The era of human-centric process optimisation is over. For two decades, agile methodologies have been the dominant paradigm for software development and a strong influence in other domains. They were designed to optimise human collaboration and mitigate the inherent friction of human-led projects in the Digital Age. However, the emergence of generative artificial intelligence and autonomous AI agents brings about a fundamental discontinuity. AI agents can now design, code, test, and deploy software at a velocity and scale that human teams cannot match, with early evidence showing productivity gains of 4x and forecasts predicting a 30-100x acceleration.
In this talk, I will use a tongue-in-cheek AI-first perspective to show how agile frameworks, built to optimise human performance, are rapidly becoming strategic liabilities in this new context. We will explore why clinging to legacy practices designed for human coordination will throttle innovation, create artificial bottlenecks, and ultimately cede critical competitive advantage to those who embrace a new, AI-native paradigm.
Using the AI-first perspective, the talk will dismantle the core tenets of Scrum, demonstrating how its Scrum events and artifacts – from daily stand-ups and fixed-length sprints to manual estimation and code reviews – fail when confronted with a primarily AI-driven workflow. These practices, once essential for managing human teams, become sources of inefficiency and redundancy.
Then comes the good news. The agile philosophy as a whole should by no means be discarded, but rather evolve into a more refined set of principles and practices that leverage the capabilities of artificial intelligence without inhibiting human performance. The core values of the Agile Manifesto, when re-interpreted, endure as a crucial strategic compass. They evolve from a guide for development teams into an essential governance framework for managing autonomous production systems, ensuring that machine-speed execution remains aligned with human intent and customer value.
The transition to this new era presents a strategic choice for every organisation: an evolutionary path versus a revolutionary one. The evolutionary approach involves augmenting current agile teams with AI, supercharging their capabilities while preserving familiar structures. This path offers immediate productivity gains and serves as a crucial transitional phase. The revolutionary approach, however, involves building entirely new, AI-native operating models from the ground up.
We will explore several emerging paradigms that might replace the current agile workflows – including decentralized Autonomous Agent Swarms, structured Orchestrated Specialist Pipelines, and self-managing Prompt-Chained Workflows – providing a comparative analysis of their strengths, weaknesses, and ideal applications.
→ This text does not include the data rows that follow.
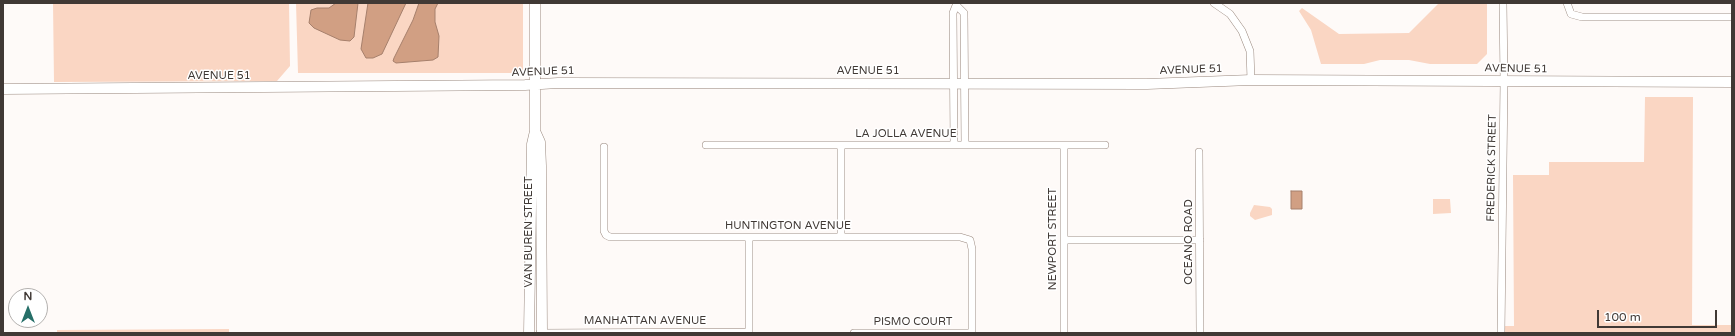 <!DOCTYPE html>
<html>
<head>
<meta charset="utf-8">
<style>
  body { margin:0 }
  #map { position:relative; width:1735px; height:336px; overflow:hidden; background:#fefaf8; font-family:"Varela Round",sans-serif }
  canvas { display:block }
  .frame { position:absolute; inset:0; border:4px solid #403935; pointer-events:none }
  .north { position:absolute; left:8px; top:288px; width:40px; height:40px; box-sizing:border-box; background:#fff; border:1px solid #b3b0ae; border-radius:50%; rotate:0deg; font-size:11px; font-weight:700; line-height:16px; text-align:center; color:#403935 }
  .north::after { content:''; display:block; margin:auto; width:14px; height:18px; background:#266f68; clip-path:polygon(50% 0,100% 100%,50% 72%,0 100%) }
  .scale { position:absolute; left:1597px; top:310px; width:120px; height:18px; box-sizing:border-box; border:2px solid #403935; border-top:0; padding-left:5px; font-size:12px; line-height:14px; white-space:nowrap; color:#403935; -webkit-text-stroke:3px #fff; paint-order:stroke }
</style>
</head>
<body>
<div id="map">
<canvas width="1735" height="336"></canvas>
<div class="frame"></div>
<div class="north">N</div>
<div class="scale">100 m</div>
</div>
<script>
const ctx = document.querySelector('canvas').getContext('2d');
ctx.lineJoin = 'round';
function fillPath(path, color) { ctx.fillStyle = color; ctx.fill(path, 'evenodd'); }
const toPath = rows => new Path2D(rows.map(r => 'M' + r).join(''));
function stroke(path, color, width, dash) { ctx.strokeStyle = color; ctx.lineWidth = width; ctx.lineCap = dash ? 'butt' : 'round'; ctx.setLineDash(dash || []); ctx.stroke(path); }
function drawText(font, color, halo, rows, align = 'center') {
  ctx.font = font + ' "Varela Round",sans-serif'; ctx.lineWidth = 3; ctx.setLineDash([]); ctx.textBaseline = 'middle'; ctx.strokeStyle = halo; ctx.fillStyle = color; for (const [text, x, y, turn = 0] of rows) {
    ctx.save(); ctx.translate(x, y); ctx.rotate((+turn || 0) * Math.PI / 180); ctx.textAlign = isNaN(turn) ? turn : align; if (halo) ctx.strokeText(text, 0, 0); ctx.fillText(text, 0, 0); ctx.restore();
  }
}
fillPath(toPath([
  [53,3,289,3,290,66,277,81,54,82],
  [296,3,523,3,523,73,298,73],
  [1439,3,1487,3,1487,54,1477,64,1430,64,1409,60,1380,60,1364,64,1321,64,1311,30,1299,11,1302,8,1339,34,1409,33],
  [1645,97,1693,97,1692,325,1732,325,1732,333,1503,333,1503,326,1514,326,1513,175,1549,175,1549,162,1644,162],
  [1433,199,1450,199,1451,213,1433,214],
  [1254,205,1270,207,1272,209,1272,215,1255,220,1250,216,1250,213],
  [229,329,229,333,57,333,57,330]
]), '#fad6c3');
const water = toPath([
  [336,3,358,3,354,37,350,41,340,40,314,28,309,23,311,10,317,8,329,8,336,3],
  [368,3,406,3,382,54,373,58,366,58,361,49,368,3],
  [419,3,438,3,435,9,435,22,439,36,438,57,433,60,396,63,393,61,394,58,413,20,419,3],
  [1291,191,1302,191,1302,209,1291,209,1291,191]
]);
fillPath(water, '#d19f83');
stroke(water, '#a6806c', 1);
const street = toPath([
  [1214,3,1230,14,1242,31,1250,51,1251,80],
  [1567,3,1571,14,1582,17,1732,17],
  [957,6,964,13,965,145],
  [706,145,1105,145],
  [841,145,841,237],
  [954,145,953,13,957,3],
  [1064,145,1064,333],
  [604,147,604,231,606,235,610,237,960,237,970,240,972,249,972,333],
  [1199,152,1200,333],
  [749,237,749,333],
  [1064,240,1200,240],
  [540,333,749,332],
  [854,333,972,333],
  [1501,333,1504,81,1503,3]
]);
const secondary = toPath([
  [3,89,525,85,558,83,1147,84,1251,80,1732,82],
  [535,131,540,142,541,166,542,333],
  [529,333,532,144,535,131,535,3]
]);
stroke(street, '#99887e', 8);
stroke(secondary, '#99887e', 11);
stroke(street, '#fff', 7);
stroke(secondary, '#fff', 10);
drawText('11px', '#403935', '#fff', [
  ["AVENUE 51",1516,69,1],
  ["AVENUE 51",1191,70,-2],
  ["AVENUE 51",868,71],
  ["AVENUE 51",543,72,-2],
  ["AVENUE 51",219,76],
  ["LA JOLLA AVENUE",906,134],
  ["FREDERICK STREET",1492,168,-89],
  ["HUNTINGTON AVENUE",788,226],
  ["VAN BUREN STREET",529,232,-90],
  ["NEWPORT STREET",1053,239,-90],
  ["OCEANO ROAD",1189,242,-90],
  ["MANHATTAN AVENUE",645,321],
  ["PISMO COURT",913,322]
]);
</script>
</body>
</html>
We wrap up with a discussion on what executives, technology leaders, investors – but most importantly, agile coaches – should do today in order to successfully manage this shift, moving from a culture of human-centric process to one of AI-native value creation. The goal is to equip ourselves with the foresight to build the organisations that will lead, rather than follow, in the age of autonomous development.

Michael Sender
Michael Sender is an experienced tech start-up and scale-up veteran, agile coach, OKR coach, futurist, personal productivity methodologist and the creator of the Kandike productivity method.
He has built and scaled the largest online marketplace in Belarus and led a total of six different companies as CEO. Today he is a consultant at P3 and focuses on AI-first scaling and scaled agile frameworks. He also has a track record as a publicist, blogger and the author of the highly praised satirical novel Aliens About Humans.